• Stored data:
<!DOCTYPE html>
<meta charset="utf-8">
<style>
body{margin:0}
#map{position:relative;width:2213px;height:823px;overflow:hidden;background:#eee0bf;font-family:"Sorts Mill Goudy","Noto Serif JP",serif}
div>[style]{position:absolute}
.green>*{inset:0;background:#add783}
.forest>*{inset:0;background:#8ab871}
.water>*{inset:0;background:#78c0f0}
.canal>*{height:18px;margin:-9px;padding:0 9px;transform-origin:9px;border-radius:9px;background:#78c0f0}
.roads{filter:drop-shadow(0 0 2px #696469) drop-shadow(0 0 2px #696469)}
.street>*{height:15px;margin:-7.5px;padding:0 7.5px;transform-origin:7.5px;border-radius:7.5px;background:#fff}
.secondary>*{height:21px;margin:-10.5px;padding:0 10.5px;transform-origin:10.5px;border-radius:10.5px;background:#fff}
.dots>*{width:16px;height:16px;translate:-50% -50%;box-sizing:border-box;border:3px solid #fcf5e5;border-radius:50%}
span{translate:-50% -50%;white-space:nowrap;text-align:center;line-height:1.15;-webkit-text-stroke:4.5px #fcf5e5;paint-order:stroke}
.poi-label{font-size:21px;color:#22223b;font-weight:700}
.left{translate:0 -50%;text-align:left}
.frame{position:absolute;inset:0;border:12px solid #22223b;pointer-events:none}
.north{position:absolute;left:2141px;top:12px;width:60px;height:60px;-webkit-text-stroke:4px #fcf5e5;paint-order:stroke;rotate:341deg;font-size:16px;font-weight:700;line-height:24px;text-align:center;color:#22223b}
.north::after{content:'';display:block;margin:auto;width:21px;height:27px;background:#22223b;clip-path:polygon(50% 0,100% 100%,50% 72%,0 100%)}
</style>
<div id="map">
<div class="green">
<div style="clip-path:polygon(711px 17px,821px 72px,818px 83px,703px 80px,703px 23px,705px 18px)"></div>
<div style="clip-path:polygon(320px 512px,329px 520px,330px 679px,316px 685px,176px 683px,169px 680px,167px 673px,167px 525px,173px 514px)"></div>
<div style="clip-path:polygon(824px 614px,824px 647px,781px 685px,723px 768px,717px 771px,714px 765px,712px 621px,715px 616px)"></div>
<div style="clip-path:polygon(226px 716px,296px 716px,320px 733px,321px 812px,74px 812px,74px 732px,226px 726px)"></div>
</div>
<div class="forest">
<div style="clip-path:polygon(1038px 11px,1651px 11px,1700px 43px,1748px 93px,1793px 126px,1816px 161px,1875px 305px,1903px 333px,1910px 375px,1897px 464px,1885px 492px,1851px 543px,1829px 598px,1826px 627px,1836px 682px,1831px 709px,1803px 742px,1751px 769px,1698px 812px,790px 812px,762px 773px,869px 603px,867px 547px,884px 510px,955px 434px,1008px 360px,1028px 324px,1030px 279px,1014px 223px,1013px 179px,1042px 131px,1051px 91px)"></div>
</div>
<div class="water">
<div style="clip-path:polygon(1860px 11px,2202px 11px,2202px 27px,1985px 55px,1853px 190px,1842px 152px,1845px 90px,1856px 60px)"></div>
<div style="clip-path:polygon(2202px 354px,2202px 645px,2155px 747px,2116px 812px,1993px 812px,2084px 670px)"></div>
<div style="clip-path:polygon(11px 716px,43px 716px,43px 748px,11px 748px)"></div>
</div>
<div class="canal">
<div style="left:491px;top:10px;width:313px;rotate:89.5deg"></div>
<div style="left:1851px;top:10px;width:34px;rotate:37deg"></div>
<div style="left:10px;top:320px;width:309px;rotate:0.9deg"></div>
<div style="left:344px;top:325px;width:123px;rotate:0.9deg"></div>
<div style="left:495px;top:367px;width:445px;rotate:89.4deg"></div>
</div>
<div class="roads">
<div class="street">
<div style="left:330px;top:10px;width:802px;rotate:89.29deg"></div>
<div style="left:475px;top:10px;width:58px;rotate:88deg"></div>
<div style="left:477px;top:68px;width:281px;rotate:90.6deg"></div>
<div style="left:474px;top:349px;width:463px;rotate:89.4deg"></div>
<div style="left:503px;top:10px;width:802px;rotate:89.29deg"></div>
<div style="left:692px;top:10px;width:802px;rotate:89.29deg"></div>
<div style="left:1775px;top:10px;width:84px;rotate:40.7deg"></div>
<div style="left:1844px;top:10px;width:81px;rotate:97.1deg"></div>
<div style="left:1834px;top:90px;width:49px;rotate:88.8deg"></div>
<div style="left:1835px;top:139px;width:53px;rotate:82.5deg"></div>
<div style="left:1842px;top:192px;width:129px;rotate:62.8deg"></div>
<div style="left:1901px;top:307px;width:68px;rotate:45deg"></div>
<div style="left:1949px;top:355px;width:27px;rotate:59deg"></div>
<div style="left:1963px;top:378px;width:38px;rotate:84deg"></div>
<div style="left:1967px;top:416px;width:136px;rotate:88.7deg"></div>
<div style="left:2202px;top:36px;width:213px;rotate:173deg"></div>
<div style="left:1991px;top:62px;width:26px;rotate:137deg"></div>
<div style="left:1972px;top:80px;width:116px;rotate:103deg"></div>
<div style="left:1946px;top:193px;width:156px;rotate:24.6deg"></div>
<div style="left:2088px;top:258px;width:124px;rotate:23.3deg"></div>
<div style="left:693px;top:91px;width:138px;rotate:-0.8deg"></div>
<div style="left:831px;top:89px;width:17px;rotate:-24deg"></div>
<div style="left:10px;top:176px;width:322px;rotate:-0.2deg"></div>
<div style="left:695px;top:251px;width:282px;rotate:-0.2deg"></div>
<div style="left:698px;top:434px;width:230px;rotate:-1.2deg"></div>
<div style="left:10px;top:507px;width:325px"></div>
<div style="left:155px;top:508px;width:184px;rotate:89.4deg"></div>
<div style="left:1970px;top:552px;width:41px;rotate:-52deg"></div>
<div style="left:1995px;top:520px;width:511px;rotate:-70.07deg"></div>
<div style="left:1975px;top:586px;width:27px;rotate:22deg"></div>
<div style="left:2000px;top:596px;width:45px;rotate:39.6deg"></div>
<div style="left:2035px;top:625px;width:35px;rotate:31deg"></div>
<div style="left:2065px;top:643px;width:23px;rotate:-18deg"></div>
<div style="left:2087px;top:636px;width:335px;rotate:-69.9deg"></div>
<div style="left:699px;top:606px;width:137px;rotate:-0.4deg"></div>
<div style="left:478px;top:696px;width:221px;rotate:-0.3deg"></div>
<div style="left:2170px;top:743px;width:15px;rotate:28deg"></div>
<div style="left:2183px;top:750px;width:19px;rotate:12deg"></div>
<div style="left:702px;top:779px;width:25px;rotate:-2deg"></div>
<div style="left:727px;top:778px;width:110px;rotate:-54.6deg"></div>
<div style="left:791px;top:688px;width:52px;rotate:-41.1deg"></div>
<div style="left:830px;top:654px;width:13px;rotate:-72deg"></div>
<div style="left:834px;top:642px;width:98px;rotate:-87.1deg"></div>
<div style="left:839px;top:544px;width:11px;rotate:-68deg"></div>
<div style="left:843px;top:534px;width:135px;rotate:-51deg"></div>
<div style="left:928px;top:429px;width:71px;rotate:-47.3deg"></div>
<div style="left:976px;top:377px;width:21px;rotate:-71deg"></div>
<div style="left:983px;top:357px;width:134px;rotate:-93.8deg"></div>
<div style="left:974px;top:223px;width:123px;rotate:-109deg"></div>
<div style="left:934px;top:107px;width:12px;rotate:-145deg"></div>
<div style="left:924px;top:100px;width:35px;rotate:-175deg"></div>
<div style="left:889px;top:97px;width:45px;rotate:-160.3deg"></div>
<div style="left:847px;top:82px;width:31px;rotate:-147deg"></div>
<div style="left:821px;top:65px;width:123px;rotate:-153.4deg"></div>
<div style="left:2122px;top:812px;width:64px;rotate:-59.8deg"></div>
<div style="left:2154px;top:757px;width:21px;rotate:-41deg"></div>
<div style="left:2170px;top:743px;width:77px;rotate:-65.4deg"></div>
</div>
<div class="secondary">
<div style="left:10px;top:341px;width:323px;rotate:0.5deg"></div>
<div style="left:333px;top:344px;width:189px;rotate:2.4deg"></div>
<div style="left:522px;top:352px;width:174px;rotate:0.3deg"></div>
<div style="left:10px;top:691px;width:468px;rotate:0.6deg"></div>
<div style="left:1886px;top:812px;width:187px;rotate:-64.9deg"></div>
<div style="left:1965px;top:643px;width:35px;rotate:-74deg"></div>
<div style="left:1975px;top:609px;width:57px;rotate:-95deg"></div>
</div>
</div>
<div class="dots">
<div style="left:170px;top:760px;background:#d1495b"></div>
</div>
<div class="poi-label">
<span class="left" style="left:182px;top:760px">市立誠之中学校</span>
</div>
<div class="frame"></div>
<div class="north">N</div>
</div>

• Aim of the exercise: Every line from the start of the material above through the line that contains "2px #696469) drop-shadow(0" must be written out exactly, with both ends included.

• Completed exercise:
<!DOCTYPE html>
<meta charset="utf-8">
<style>
body{margin:0}
#map{position:relative;width:2213px;height:823px;overflow:hidden;background:#eee0bf;font-family:"Sorts Mill Goudy","Noto Serif JP",serif}
div>[style]{position:absolute}
.green>*{inset:0;background:#add783}
.forest>*{inset:0;background:#8ab871}
.water>*{inset:0;background:#78c0f0}
.canal>*{height:18px;margin:-9px;padding:0 9px;transform-origin:9px;border-radius:9px;background:#78c0f0}
.roads{filter:drop-shadow(0 0 2px #696469) drop-shadow(0 0 2px #696469)}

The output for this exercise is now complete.